Please suggest how to find (a^(n!))%m where a<=10^10 and n<=10^3 and m is prime.
Also suggest some good resources and problems to learn all such concepts in modular arithmatic.
Thanks in adv!.

Is m prime?
Then we know that a^{p-1} \equiv 1 \pmod p (Fermat’s little theorem)

Since
n! = \big\lfloor \frac{n!}{p-1} \big\rfloor * p-1 + n! \pmod {p-1} and
a^{x+y} = a^x * a^y and
a*b \pmod {m} = (a \pmod m * b \pmod m) \pmod m

we can conclude that a^{n!} \equiv a^{n! \pmod {p-1}} \pmod p

You can precompute values of n! \pmod {p-1} in \theta(\text{MAXN})
a^n \pmod p can be computed in \theta(\log n) using modular exponentiation

PS: if m in not prime then we can use Euler’s theorem

@nilesh3105 I think you complicated the problem and idea. I have a very simple solution:

Observe that a^{n!} is simply a^{1*2*3*4*...*n}. It’s a standard idea (7th class maths) that a^{n*m} is simply (a^{n})^m.
So the code is as simple as this:

long long res = a;
for(int i = 1; i <= n; ++i){ //as n is atmost 1000, we can just iterate over it.
   res = power(res, i, mod); // modulo exponentiation.
}
//Now res is your final answer.

Problem for practice: https://code.google.com/codejam/contest/3254486/dashboard#s=p0

Can you please elaborate your conclusion a^(p−1)≡1(mod p) then a^(n!)≡a^(n!)(modp−1)(modp).I wanted to learn how can we arrive at this result from the starting.

updated the answer

Unfortunately, your idea fails with this test: Consider a as 2, n as 1 and mod as 2. According to your logic and since mod is prime, the answer is 2^{1 \% (2 - 1))} \% 2 which is 1. But the actual answer is 0.
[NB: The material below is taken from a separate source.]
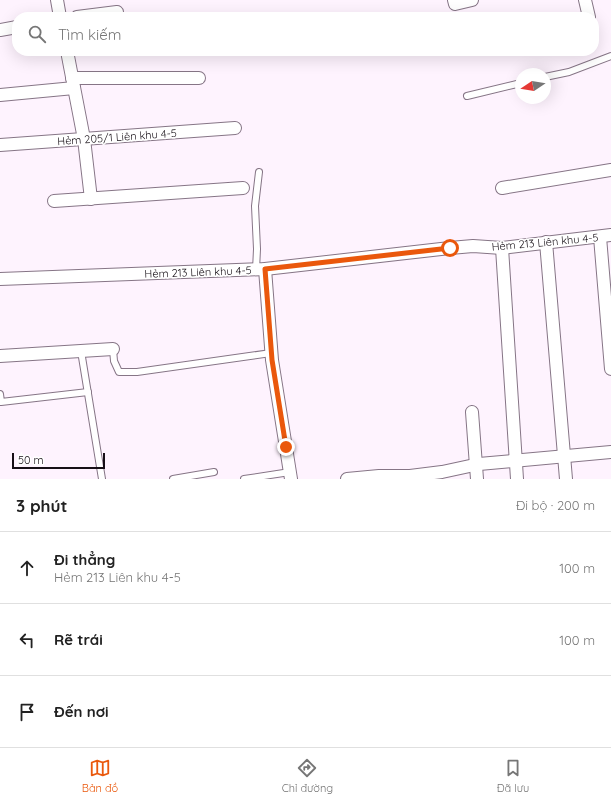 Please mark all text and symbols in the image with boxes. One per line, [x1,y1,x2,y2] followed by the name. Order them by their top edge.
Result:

@nilesh3105 is not completely wrong, he has just missed a point. Fermat’s little theorem holds when a is not a multiple of p. When it is, the solution can be found trivially.

Yeah you are right I forgot to mention the edge case

@achaitanyasai kindly refer to problem LARGE POWER on codechef peer section.
Your solution won’t pass the time limit with given constraints.

Thanks for your kind suggestion. I kindly referred to your problem. And I think if you have kindly mentioned about test cases in the above question, I would have kindly skipped answering it. As there was no mention about test cases, I kindly thought that the above answer is a bit complicated and kindly answered a stupid answer with codejam in mind.

And finally I am sorry for my stupid answer!!!